*Exercise brief:*
Only the total should be returned: the number of lines in the data that hold the string "center".

*Data for the task:*
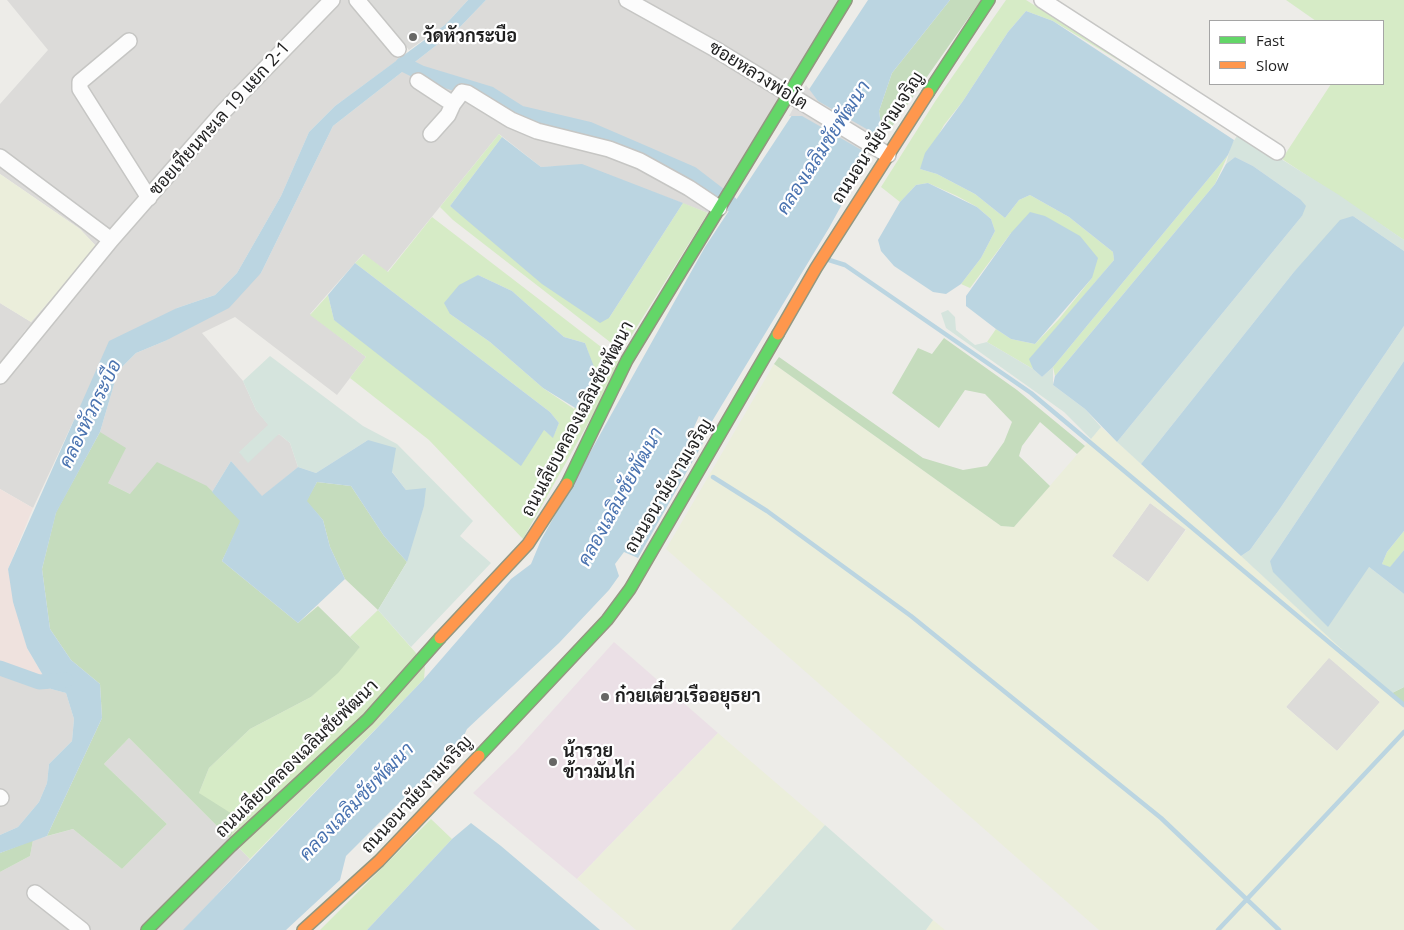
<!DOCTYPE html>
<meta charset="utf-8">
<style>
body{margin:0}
#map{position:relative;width:1404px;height:930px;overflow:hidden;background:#edece8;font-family:"Open Sans",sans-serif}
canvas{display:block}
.legend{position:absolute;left:1209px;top:20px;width:175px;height:65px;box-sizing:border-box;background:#fff;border:1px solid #a5a5a5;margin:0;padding:6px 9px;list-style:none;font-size:15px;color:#1f1f1f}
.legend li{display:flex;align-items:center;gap:10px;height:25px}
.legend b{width:25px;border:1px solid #a5a5a5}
</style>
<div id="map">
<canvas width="1404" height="930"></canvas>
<ul class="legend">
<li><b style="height:6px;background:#63d668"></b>Fast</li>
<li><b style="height:6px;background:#ff974d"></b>Slow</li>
</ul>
</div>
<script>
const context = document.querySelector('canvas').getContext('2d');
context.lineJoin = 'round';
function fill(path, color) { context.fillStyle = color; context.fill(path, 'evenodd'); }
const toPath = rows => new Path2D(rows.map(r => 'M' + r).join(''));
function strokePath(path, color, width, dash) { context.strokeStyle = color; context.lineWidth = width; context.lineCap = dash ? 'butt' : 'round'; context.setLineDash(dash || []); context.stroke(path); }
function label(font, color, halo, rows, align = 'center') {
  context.font = font + ' "Open Sans",Sarabun,sans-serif'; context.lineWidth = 4.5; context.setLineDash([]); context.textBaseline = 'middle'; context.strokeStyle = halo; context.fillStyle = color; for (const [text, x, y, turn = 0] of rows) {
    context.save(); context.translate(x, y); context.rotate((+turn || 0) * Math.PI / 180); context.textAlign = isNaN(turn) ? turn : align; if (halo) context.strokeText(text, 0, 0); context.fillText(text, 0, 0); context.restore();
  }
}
fill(toPath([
 [7,0,351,0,399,59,335,106,309,132,281,196,237,273,215,295,177,308,80,407,33,508,0,489,0,376,27,328,0,364,0,303,31,322,97,247,80,229,0,174,0,104,48,50],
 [486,0,839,0,708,213,582,165,541,167,499,134,387,272,363,254,310,314,366,357,337,395,235,317,202,333,243,381,256,410,269,425,239,453,279,434,290,443,298,467,262,497,231,461,212,492,207,486,130,494,108,483,100,432,118,371,136,353,165,341,261,273,333,126,461,26],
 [1150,503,1186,529,1148,582,1112,556],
 [1329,657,1380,702,1337,751,1286,707],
 [0,675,66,693,74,719,72,741,49,764,47,783,39,802,18,827,0,835],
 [129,738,250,859,184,930,0,930,0,872,30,856,33,840,73,829,122,869,167,824,104,764]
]), '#dcdbd9');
fill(toPath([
 [0,489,33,508,8,569,27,648,51,689,0,675]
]), '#efe2de');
fill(toPath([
 [614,642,718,733,577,879,473,793,516,751]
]), '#ebe0e6');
fill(toPath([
 [368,0,468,0,446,24,409,50]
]), '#dbdbd9');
fill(toPath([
 [0,174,80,229,97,247,31,322,0,303],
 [774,364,1001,526,1014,527,1101,427,1404,706,1404,930,1099,930,666,549],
 [1150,503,1186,530,1148,582,1112,556],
 [1329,658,1380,702,1337,751,1286,707],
 [718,733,825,825,731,930,636,930,577,879],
 [933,920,945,930,926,930]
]), '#ebeedb');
fill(toPath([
 [1006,0,1026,0,1239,133,1053,21,1026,11,1008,32,963,101,944,125,920,169,937,174,975,194,1005,218,1019,200,1030,195,1069,217,1113,252,1114,260,1030,359,1033,369,987,342,996,329,1011,339,1035,344,1059,319,1092,278,1011,233,970,288,961,284,981,258,995,231,991,219,977,207,957,196,928,183,916,185,900,202,881,187,936,100],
 [1286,0,1404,0,1404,240,1282,159,1331,84,1383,84,1383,21,1316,21],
 [499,134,502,137,450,206,609,318,683,203,708,213,623,349,610,342,453,220,440,207],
 [1228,155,1215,184,1055,376,1053,367],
 [432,217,622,363,523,539,429,440,350,378,366,357,310,315,328,295,334,320,544,430,553,437,559,423,550,412,355,263,364,254,388,272],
 [478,275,512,291,564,337,585,343,590,357,574,409,543,388,490,342,450,314],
 [1404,531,1404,550,1390,568,1382,564,1387,552],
 [378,610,416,653,425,667,424,679,250,859,230,839,199,793,209,768,250,729,311,697,360,647,350,637],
 [431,819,452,839,367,930,320,930]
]), '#d6ebc6');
fill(toPath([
 [950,0,981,0,891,128,882,131,879,111,892,73],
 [944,338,1017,390,1085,446,1077,454,1040,422,1022,446,1019,456,1050,486,1014,527,1001,526,774,364,779,357,923,458,963,470,987,466,1004,442,1012,422,985,394,965,390,939,428,892,393,918,348,932,354],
 [100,432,126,448,108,483,130,494,157,462,207,486,241,521,222,561,298,623,318,606,360,647,338,673,311,697,250,729,209,768,199,793,237,817,230,839,129,738,104,764,167,824,122,869,73,829,47,836,102,718,100,684,71,660,50,629,42,569,56,512],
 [317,482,351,486,384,536,407,562,378,610,345,579,330,547,323,520,306,501],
 [1404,687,1404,706,1390,694],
 [33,840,30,856,0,872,0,853]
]), '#c5dcbd');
fill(toPath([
 [1239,133,1339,195,1404,240,1404,251,1353,216,1293,273,1141,464,1117,442,1302,216,1300,199,1253,166,1235,157,1226,164,1231,145],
 [948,310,955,317,956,330,975,345,987,342,1033,369,1042,377,1053,367,1053,385,1085,409,1101,427,1091,439,1064,412,946,328,941,313],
 [1404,326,1404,361,1270,561,1369,567,1404,594,1404,687,1390,694,1241,556,1250,550,1279,510],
 [270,356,363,426,397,444,473,521,460,536,491,563,411,647,378,610,407,562,406,490,368,440,316,473,298,467,290,443,279,434,248,463,239,452,268,425,256,410,243,381],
 [825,825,933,920,926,930,731,930]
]), '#d5e4dd');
fill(toPath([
 [468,0,486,0,461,26,333,126,261,273,229,308,165,341,136,353,118,371,100,432,56,513,42,569,50,629,71,660,100,684,102,718,47,836,0,853,0,835,18,827,39,802,47,783,49,764,72,741,74,719,66,693,51,689,27,648,13,602,8,569,109,341,177,308,215,295,237,273,281,196,309,132,335,106,446,24],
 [868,0,950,0,892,73,879,111,882,131,829,228,711,423,699,416,691,434,703,443,638,558,624,552,615,564,619,576,609,590,559,643,467,729,456,752,437,779,412,790,346,856,340,880,286,930,183,930,424,679,511,579,531,564,541,540,705,247],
 [1026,11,1053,21,1234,140,1228,155,1053,367,1042,377,1033,369,1029,359,1114,260,1113,252,1069,217,1030,195,1019,200,1005,218,975,194,937,174,920,169,925,153,963,101,1008,32],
 [502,137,541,167,582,164,683,203,609,318,600,323,542,284,450,206],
 [1235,157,1253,166,1300,199,1306,206,1302,216,1117,442,1085,409,1053,385,1055,376,1215,184,1226,164],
 [928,183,977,207,991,219,995,231,981,258,961,284,946,294,933,292,894,266,881,251,878,240,900,202,916,185],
 [1030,212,1045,216,1080,236,1098,258,1092,278,1035,344,1011,339,996,329,966,306,966,296,1011,233],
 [1353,216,1404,251,1404,326,1279,510,1250,550,1241,556,1141,464,1293,273,1340,220],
 [355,263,550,412,559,423,553,438,544,430,521,466,334,320,328,295],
 [478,275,512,291,564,337,585,343,599,380,596,397,582,412,543,388,490,342,450,314,444,303,459,285],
 [1404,361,1404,531,1387,552,1382,564,1390,567,1404,550,1404,594,1369,567,1328,627,1273,572,1270,561],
 [368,440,396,448,392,472,406,490,426,488,424,506,407,562,384,536,351,486,317,482,307,501,323,520,330,547,345,579,298,623,222,561,240,521,212,492,231,461,262,496,298,467,316,473],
 [471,823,501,846,600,930,367,930,452,839]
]), '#bbd5e1');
fill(toPath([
 [806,85,818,101,877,135,883,136,870,157,865,152,802,116,789,116]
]), '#dddcdb');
strokePath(toPath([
 [829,260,845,265,1031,393,1404,705],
 [713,477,767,511,911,616,1161,818,1279,930],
 [1218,930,1404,732]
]), '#bbd5e1', 4.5);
strokePath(toPath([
 [403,64,421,73,490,94,520,113,588,129,646,154,692,174,731,204],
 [0,668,39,682,66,680]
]), '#bbd5e1', 15);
const street = toPath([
 [357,0,398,49],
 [627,0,715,49,888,155],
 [1042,0,1277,152],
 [129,41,80,82,80,89,149,198],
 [418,81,453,104,462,92,467,93,511,120,537,131,609,149,640,161,689,188,719,208],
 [431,134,448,115,453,104],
 [0,157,111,240,0,376],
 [111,240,224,111,332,0],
 [0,797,1,798],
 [35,893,82,930]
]);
const fast = toPath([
 [928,93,989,0],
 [567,484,627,360,846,0],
 [479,756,607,620,630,589,778,334],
 [147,930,231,846,368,719,440,638]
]);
const slow = toPath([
 [778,334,816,268,928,93],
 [440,638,528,544,567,484],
 [303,930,379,861,479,756]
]);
strokePath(street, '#c6c6c4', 18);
strokePath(fast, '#939780', 14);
strokePath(slow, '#939780', 14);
strokePath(street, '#fcfcfc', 15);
strokePath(fast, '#63d668', 11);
strokePath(slow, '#ff974d', 11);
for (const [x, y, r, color] of [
 [413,37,5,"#676765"],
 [605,697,5,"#676765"],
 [553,762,5,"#676765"]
]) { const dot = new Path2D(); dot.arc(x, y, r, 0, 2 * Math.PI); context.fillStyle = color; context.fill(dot); strokePath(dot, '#fff', 2); }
label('bold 18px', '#1f1f1f', '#fff', [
 ["วัดหัวกระบือ",423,37],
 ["ก๋วยเตี๋ยวเรืออยุธยา",615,697],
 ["น้ารวย",563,752],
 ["ข้าวมันไก่",563,773]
], 'left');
label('18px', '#1f1f1f', '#fff', [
 ["ซอยหลวงพ่อโต",758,76,32],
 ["ซอยเทียนทะเล 19 แยก 2-1",220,119,-48],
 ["ถนนอนามัยงามเจริญ",878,138,-57],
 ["ถนนเลียบคลองเฉลิมชัยพัฒนา",578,419,-62],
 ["ถนนอนามัยงามเจริญ",669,486,-59],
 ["ถนนเลียบคลองเฉลิมชัยพัฒนา",297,759,-44],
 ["ถนนอนามัยงามเจริญ",417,795,-47]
]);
label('italic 19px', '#4a73b0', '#fff', [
 ["คลองเฉลิมชัยพัฒนา",824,148,-57],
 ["คลองหัวกระบือ",91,414,-64],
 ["คลองเฉลิมชัยพัฒนา",621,497,-61],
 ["คลองเฉลิมชัยพัฒนา",357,802,-46]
]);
</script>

*Exercise response:*
2